Flotilla, Israele respinge ricorso per il rilascio dei due attivisti. Cosa può succedere adesso
Nessuna revoca della proroga del fermo per i due attivisti della Flotilla fermati da Israele. Il Tribunale distrettuale di Beersheba ha respinto il ricorso presentato da una Ong per ottenere il rilascio dello spagnolo-palestinese Saif Abu Keshek e del brasiliano Thiago Avila. L’organizzazione israeliana Adalah sostiene che la decisione del tribunale sia “illegale e irragionevole” e che la sentenza non abbia “affrontato la fondamentale mancanza di autorità legale da parte dello Stato per effettuare un arresto, che è stato di fatto un rapimento, in acque internazionali”.
Secondo l’organizzazione, inoltre, “un arresto legittimo in queste circostanze richiederebbe un’estradizione formale” e poiché “non esiste alcuna autorità legale per l’arresto, ogni giorno successivo di detenzione è illegale”. Adalah sostiene anche che il tribunale di Beersheba “si è basato su prove segrete”, impedendo ai suoi avvocati di contestarle, in quanto non sono state messe a disposizione. Sia Abu Keshek che Thiago Avila, la cui madre è stato riferito sia morta nelle scorse ore, sarebbero ora in sciopero della fame e lo spagnolo-palestinese starebbe anche rifiutando l’acqua. Ma secondo il ministero degli Esteri israeliano, ed è il motivo per il quale non sarebbero stati liberati, entrambi sono affiliati alla Conferenza popolare per i palestinesi all’estero (Pcpa), un gruppo accusato da Washington di “agire clandestinamente per conto” del movimento islamista palestinese Hamas.

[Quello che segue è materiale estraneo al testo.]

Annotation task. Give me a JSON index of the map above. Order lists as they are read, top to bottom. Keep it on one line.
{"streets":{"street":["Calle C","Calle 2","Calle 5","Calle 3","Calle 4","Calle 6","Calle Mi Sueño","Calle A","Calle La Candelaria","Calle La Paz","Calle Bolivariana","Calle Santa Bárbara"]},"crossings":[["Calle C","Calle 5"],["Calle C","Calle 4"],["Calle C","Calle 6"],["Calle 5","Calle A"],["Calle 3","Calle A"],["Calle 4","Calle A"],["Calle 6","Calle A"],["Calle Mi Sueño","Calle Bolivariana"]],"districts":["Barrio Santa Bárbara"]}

Per Israele, Abu Keshek è un membro di spicco della Pcpa, mentre Avila sarebbe legato al gruppo e “sospettato di attività illegali”. Il fermo è stato, quindi, confermato fino a domenica e questo impedirebbe ad Avila di partecipare al funerale di sua madre. Per questo motivo la famiglia dell’attivista e il governo brasiliano ne hanno chiesto il rilascio, anche temporaneo, che però è stato rifiutato dal tribunale israeliano. La Spagna, d’altro canto, chiede che venga liberato Abu Keshek, in quanto sostiene non vi siano prove a suo carico delle accuse mosse da Israele, che però mantiene segrete le sue carte.
“Quando la flottiglia è stata fermata al largo delle coste greche, il governo italiano immediatamente ha rappresentato l’esigenza, condannando il fermo a cui erano stati sottoposti, perché gli italiani in qualsiasi condizione devono essere tutelati, a prescindere dalle condizioni oggettive o soggettive in cui si
trova”, ha dichiarato il capogruppo di Fratelli d’Italia alla Camera, Galeazzo Bignami. Gli italiani sono tutti rientrati a casa e gli unici fermati da Israele sono il cittadino spagnolo e quello brasiliano.